28th May 2016, 05:07 PM
|
| Cultist on the Rampage | | Join Date: May 2011 Location: Leeds, UK | |
Not much film / review action lately due to laptop malfunction. Still, I offer these meagre scrapings -
PARTS – THE CLONUS HORROR – Some all American teens haven't clocked that they're actually clones sequestered away on a sports-oriented body parts farm. Will one of them go 'Logan's Run' and bring home the truth? 'Parts' feels creakily late seventies, but actually does a good job of being rather bleak and claustrophobic for at least half its run time. This all changes when the hero guy breaks out and hits the wider world, whereupon 'Parts' just becomes another seventies sci-fi chase thriller, with some pretty preposterous characterisations and turns of event at that. It really does run out of steam, and that's disappointing given its initial promise, but 'Parts' is still definitely worth catching for that US conspiracy age downer vibe.
TEETH – High schooler has problem – not only is she an ideological virgin, but she suffers from the first confirmed case of Vagina Dentata in living memory. We follow her as she blossoms into an uneasy adulthood, punishing various sleazeballs along the way with gnashers that spit out dicks. I hadn't seen 'Teeth' in ages – it still stands up as a great idea, and is executed well, although the tone is more in tune with adolescence-focussed indie satire of a certain era (around the time of Ghostworld and Virgin Suicides et al) than it is with the body horror of Cronenberg et al. Despite this, it is surprisingly graphic in places, and doesn't skimp on cock chewing and its immediate aftermath. Maybe a little bit too arch for my liking, but plaudits for not just being another B-horror trading on an interesting theme. Dug that gyny surgeon, rummaging on the floor for his severed fingers - “It's true! Vagina Dentata! Vagina Dentata!”
THE TENANT – Anyone cast adrift and alone in the big city might identify with the protagonist of Roland Topor's novel, a study in alienation and absurdity wonderfully realised on celluloid by Roland Polanski here. Polanski himself plays Trelkovsky, a diffident young man who takes on an apartment which belonged to a woman who killed herself. He becomes convinced that those around him, especially the creepy residents of his tenement building, are trying to erode his identity and replace it with that of the previous tenant. His life becomes the kind of paranoid self fulfilling prophecy we're all too familiar with on the outer fringes of Leeds city centre. 'The Tenant' really captures the dumb belligerence / narcissism of urban life, and you can see here a heightened, skewed version of what goes on in every suburb and on every high street – a cold, malevolent public encroaching on you, the noble, sensitive victim. It's all an illusion, but it's the way everybody thinks, the moment they get pissed off with a shop assistant or a slightly surly bus driver. Chill guys, watch 'The Tenant' or take a load of e or something, it'll all work out in the end – look at what happened to Jesus.

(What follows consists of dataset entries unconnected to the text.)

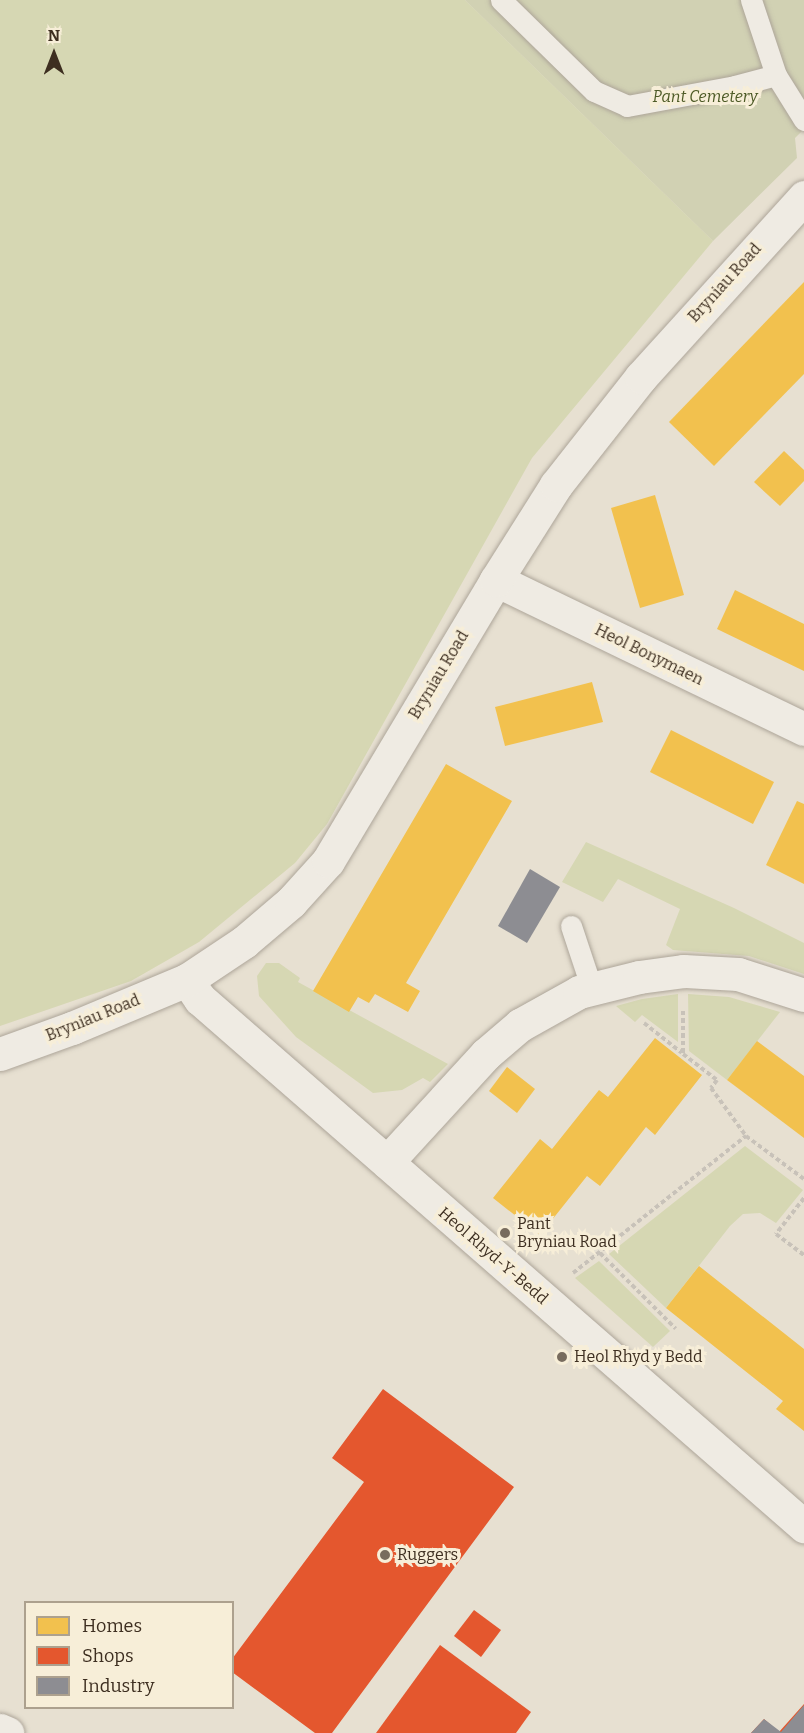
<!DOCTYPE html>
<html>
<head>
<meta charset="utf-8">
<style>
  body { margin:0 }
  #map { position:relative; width:804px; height:1733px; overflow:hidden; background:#e7e0d1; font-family:Bitter,serif }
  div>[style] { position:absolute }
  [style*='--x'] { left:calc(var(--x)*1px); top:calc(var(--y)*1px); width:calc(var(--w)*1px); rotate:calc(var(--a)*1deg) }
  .green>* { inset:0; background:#d6d7b3 }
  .cemetery>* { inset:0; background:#d1d1b3 }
  .homes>* { inset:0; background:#f2c14e }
  .shops>* { inset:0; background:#e4572e }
  .industry>* { inset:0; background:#8d8d92 }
  .path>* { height:4px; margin-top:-2px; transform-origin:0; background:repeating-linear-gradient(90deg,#c8c2b9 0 4.5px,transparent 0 7.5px) }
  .roads { filter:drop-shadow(0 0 2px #ada599) drop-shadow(0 0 2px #ada599) }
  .lane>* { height:21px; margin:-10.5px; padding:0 10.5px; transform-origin:10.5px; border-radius:10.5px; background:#efebe3 }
  .street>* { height:33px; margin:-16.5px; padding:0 16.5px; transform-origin:16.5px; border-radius:16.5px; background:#efebe3 }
  .secondary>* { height:33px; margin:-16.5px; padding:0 16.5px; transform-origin:16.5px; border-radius:16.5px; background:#efebe3 }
  .dots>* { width:16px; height:16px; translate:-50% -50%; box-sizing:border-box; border:3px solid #f7eed8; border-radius:50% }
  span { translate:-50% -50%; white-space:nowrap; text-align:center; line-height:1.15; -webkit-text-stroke:6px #f7eed8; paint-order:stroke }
  .park-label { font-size:16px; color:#4d5a26; font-style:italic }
  .street-label { font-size:16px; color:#3d2e20 }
  .poi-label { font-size:16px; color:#3d2e20 }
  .left { translate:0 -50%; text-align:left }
  .legend { position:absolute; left:24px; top:1601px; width:210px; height:108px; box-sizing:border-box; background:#f7eed8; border:2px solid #ada18e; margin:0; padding:8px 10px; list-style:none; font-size:18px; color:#3d2e20 }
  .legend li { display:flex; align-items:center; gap:12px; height:30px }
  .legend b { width:30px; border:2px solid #ada18e }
  .north { position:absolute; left:24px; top:24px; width:60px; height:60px; -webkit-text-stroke:4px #f7eed8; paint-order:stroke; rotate:0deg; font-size:16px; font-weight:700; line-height:24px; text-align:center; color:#3d2e20 }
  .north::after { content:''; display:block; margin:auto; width:21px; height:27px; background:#3d2e20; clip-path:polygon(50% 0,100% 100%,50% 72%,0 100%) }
</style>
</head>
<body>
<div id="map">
  <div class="green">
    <div style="clip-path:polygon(0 0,465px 0,713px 241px,532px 458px,327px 824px,295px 863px,199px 942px,131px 981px,0 1026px)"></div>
    <div style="clip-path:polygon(586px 842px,734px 908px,804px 943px,804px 974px,749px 956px,673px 950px,666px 945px,680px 909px,618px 879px,603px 902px,562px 882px)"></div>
    <div style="clip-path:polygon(266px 963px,279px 963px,300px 978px,298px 982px,448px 1064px,430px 1082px,423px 1078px,402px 1090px,373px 1093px,296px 1037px,259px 996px,257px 976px)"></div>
    <div style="clip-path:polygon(678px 994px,678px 1042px,642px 1015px,635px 1022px,616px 1006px,642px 999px)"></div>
    <div style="clip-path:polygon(688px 994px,729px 997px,780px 1012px,727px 1080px,689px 1051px)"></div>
    <div style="clip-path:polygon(745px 1146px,803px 1190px,776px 1223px,760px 1213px,743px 1214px,730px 1226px,666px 1308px,609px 1254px)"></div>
    <div style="clip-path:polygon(599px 1261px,670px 1331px,653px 1347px,575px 1278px)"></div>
  </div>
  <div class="cemetery">
    <div style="clip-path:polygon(465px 0,804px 0,804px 129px,795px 138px,797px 158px,713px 241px)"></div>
  </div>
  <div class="homes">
    <div style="clip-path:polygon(804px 282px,804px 374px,714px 466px,669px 422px)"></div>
    <div style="clip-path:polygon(784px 451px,804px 470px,804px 481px,780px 506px,754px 482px)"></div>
    <div style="clip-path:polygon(655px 495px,684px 595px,640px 608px,611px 508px)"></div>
    <div style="clip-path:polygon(735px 590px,804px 624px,804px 671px,717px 629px)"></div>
    <div style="clip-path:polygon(592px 682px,603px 722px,505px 746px,495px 707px)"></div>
    <div style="clip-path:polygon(671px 730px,774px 782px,753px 824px,650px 772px)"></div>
    <div style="clip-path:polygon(446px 764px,512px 801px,406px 983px,420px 991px,408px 1012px,375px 994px,369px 1003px,358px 997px,349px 1012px,313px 991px)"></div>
    <div style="clip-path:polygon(797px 801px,804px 804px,804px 884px,766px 865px)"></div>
    <div style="clip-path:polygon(655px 1038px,702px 1075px,655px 1135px,646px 1127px,600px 1186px,587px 1176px,540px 1235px,493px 1198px,540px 1139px,552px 1149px,599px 1090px,608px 1097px)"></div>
    <div style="clip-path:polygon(757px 1041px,804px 1076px,804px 1138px,727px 1080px)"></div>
    <div style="clip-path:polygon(507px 1067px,535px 1089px,517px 1113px,489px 1091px)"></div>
    <div style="clip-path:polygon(699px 1266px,804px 1349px,804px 1431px,776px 1409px,783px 1401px,666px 1308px)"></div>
  </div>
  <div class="shops">
    <div style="clip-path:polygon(383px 1389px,514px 1487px,332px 1733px,315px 1733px,232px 1672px,232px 1659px,364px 1482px,332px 1458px)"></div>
    <div style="clip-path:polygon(474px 1610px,501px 1630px,481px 1657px,454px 1636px)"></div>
    <div style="clip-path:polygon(440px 1645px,531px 1712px,516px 1733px,376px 1733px)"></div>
    <div style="clip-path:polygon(804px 1704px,804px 1733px,751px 1733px,764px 1719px,779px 1732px)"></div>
  </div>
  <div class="industry">
    <div style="clip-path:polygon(530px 869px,560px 887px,527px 943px,498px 926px)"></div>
    <div style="clip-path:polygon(804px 1705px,804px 1733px,751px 1733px,764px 1719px,781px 1732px)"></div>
  </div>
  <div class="path">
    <div style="--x:683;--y:1011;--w:43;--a:90"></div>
    <div style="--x:683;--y:1054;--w:43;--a:37.4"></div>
    <div style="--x:717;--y:1080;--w:10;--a:127"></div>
    <div style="--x:711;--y:1088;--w:59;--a:53.9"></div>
    <div style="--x:644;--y:1023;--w:48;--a:38.3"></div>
    <div style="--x:804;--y:1198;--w:46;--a:127.9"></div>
    <div style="--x:776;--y:1234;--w:35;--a:37"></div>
    <div style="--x:600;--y:1253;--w:107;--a:45"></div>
    <div style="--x:573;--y:1273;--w:221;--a:-38.4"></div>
    <div style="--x:746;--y:1136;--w:72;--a:36.6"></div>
  </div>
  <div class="roads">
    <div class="lane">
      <div style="--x:501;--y:0;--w:130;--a:44.4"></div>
      <div style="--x:594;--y:91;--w:36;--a:24"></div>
      <div style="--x:627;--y:106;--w:110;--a:-10.5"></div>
      <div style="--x:735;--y:86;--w:42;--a:-15"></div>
      <div style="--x:751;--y:0;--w:79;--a:71.6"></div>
      <div style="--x:776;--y:75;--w:53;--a:58.1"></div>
      <div style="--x:571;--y:926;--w:66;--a:71.6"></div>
    </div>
    <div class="street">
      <div style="--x:496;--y:580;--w:342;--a:25.8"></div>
      <div style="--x:187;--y:980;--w:23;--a:56"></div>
      <div style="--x:200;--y:999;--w:802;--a:41.11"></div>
      <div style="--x:387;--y:1162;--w:147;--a:-47.5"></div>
      <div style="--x:486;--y:1054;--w:45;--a:-40.5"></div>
      <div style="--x:520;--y:1025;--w:68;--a:-29.2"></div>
      <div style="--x:579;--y:992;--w:62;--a:-14"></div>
      <div style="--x:639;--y:977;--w:44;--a:-7.8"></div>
      <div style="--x:683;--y:971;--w:55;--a:3.1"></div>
      <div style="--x:738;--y:974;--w:69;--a:17.7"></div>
      <div style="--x:0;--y:1730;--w:8;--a:23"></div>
    </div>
    <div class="secondary">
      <div style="--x:0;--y:1054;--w:77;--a:-19.9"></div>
      <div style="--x:72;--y:1028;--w:125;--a:-22.7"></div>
      <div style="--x:187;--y:980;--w:69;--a:-33.7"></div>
      <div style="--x:244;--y:942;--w:62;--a:-40.4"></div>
      <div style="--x:291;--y:902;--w:55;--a:-47.9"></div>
      <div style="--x:328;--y:861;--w:327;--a:-59.1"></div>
      <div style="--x:496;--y:580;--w:112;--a:-57.7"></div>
      <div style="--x:556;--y:485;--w:137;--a:-51.8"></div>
      <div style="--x:641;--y:377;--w:243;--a:-47.8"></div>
    </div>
  </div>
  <div class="dots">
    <div style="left:505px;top:1233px;background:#786c5e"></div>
    <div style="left:562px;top:1357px;background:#786c5e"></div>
    <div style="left:385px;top:1555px;background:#786c5e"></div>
  </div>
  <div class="park-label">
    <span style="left:705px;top:97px">Pant Cemetery</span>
  </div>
  <div class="street-label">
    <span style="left:725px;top:283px;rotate:-48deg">Bryniau Road</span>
    <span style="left:649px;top:655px;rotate:26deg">Heol Bonymaen</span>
    <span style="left:439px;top:675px;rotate:-59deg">Bryniau Road</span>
    <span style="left:93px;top:1018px;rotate:-22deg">Bryniau Road</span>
    <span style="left:493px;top:1256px;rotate:41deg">Heol Rhyd-Y-Bedd</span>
  </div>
  <div class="poi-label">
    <span class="left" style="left:517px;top:1233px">Pant<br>Bryniau Road</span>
    <span class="left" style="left:574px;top:1357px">Heol Rhyd y Bedd</span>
    <span class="left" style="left:397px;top:1555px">Ruggers</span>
  </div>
  <ul class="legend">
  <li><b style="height:16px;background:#f2c14e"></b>Homes</li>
  <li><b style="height:16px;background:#e4572e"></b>Shops</li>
  <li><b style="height:16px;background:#8d8d92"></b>Industry</li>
  </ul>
  <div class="north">N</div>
</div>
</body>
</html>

RED LIGHTS – Excellent French thriller which sees a disenchanted middle aged married dude go on a voyage over to the darkside when he's separated from his wife on a cross-country drive. He drinks a bit too much booze and ends up tangling with a mysterious criminal, and, needless to say, it doesn't go well. I really liked 'Red Lights', a film which, despite some neo-noirish shadings, must lie a thousand miles away from the fifties American novel it's based on. A cool atmosphere of detached foreboding dominates 'Red lights', and makes long sequences of little apparent incident seem captivating. An ostensibly 'happy' ending doesn't do much to dispel the shadowy doubts that surround the main character, and what he might or might not have done.
TULPA – A latter day Giallo homage which is pretty successful in that it manages to combine stylishness, sexiness, weirdness and violence together with a heavy dose of tedium. Yep, boredom, the mainstay of the seventies Giallo (sorry, I'm not a massive fan of those movies by and large), is quite in evidence here, although it doesn't entirely ruin things as a few choice scenes such as a really dumb looking carousel murder weigh against the trudge factor and make sticking around for the silly and underwhelming finale kind of worth it. The plot is something I can't quite be bothered to explain, but it's basically about a kinky high powered business executive and her subterranean exploits in a sex club, which all ties in with a trenchcoat-wearing killer and aspects of Tibetan Buddhism. Which sounds like the makings of something really great now I think about it, but I guess the magic just wasn't there this time. However, have earmarked it for a rewatch when in a more forgiving mood.